20020209.00
Der Unterschied zwischen Hegel und Kierkegaard in bezug auf
Dialektik, ist dass waehrend Kierkegaard die Dialektik in der
Spannung des Paradoxes, des Absurden bewahrt. Hegel die Spannung
der Dialektik mit der Synthese widerruft. Hegel begeht in diesem
Sinne Betrug an der Dialektik und ihrer Wahrheit.

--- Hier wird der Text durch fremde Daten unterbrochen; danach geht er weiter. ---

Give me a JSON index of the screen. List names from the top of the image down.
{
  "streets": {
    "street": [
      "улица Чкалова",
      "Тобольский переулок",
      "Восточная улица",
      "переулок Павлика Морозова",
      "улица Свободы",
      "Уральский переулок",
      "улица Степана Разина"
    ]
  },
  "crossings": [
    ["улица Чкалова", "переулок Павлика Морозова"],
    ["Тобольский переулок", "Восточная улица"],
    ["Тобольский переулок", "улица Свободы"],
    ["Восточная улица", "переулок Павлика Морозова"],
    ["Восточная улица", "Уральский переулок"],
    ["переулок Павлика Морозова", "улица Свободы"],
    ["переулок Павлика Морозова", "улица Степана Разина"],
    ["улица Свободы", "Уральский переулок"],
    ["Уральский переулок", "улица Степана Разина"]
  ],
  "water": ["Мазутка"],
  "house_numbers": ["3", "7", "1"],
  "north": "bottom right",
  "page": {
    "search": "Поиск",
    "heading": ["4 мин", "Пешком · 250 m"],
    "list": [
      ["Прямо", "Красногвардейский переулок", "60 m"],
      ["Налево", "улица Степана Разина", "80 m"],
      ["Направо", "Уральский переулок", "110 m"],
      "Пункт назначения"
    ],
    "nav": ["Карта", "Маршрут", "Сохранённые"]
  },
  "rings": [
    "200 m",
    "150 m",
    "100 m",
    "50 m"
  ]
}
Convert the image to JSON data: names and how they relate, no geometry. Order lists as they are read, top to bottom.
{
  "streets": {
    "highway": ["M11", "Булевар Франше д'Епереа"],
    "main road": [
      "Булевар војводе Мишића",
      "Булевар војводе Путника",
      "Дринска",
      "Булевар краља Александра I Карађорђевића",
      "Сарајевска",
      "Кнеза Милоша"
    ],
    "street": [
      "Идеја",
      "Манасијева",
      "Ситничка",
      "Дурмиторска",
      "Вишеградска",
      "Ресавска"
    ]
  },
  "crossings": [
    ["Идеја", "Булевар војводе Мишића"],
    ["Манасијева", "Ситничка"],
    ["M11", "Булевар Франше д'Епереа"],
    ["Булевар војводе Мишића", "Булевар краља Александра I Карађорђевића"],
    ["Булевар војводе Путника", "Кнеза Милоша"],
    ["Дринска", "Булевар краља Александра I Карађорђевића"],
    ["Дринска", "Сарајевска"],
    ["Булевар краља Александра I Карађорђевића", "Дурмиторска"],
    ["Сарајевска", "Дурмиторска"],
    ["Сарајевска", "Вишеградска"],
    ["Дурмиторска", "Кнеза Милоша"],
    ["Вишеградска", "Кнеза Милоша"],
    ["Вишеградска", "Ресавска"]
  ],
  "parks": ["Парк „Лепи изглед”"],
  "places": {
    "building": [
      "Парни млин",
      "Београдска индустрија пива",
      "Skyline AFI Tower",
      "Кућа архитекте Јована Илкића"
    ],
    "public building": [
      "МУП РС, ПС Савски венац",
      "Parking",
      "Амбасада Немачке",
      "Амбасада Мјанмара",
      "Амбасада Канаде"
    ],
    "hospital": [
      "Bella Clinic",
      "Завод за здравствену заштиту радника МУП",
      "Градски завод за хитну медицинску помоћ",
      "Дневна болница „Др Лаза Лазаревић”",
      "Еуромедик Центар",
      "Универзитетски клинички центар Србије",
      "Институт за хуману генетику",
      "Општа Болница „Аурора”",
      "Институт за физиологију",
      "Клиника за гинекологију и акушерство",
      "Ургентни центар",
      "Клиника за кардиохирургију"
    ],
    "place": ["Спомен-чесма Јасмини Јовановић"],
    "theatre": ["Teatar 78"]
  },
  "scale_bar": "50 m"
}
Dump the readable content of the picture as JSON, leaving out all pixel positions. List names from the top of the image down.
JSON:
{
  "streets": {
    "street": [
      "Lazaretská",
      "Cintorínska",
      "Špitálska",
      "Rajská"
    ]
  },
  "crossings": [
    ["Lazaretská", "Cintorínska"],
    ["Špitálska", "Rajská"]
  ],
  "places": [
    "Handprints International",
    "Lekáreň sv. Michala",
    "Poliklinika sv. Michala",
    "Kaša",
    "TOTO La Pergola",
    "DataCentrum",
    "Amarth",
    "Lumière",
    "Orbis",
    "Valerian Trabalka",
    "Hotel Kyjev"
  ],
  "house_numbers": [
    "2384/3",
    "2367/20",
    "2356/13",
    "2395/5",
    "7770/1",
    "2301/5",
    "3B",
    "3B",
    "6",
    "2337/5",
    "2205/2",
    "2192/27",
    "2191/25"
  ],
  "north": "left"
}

Es ist dienlich, und vielleicht ist es sogar notwendig, um
Kierkegaards Denken zu begreifen, seine Ausfuehrungen von
jeglicher voreingenommenen Vorstellung von Christentum zu
trennen, was weit schwieriger getan als gesagt ist, etwa fuer
Christus ein X zu setzen und fuer Christ werden, X werden, fuer
Christentum Xtum, und so weiter; und sich in das geistige
Verhalten einzuueben, dass man nicht weiss, und keine
Vorstelliung haben kann, was mit X gemeint sein sollte, um es
hinterher entweder induktiv aus den Ausfuehrungen Kierkegaards zu
synthetisieren, oder eine Loesung der seelsichen Algebra aus
unserem eigenen innersten Erleben zu schoepfen. Vielleicht
beides. Moeglicherweise sollten praktische heuristische
Erwaegungen entscheidend sein: Naemlich dass tatsaechlich keiner
imstande ist zu sagen, wer oder was Christus den eigentlich ist
oder war oder bedeutet; und dass derjenige welcher behauptet es
genau zu wissen, gerade mit dieser Behauptung beweist, dass er
unfaehig ist, und unbefugt sein sollte, sich zu diesem
schwierigen Thema ueberhaupt nur zu aeussern.
Es ist in Amerika nicht ungewoehnlich das Wort Christ durch
ein X ersetzt zu schreiben, wie etwa Xmas fuer Christmas setzen.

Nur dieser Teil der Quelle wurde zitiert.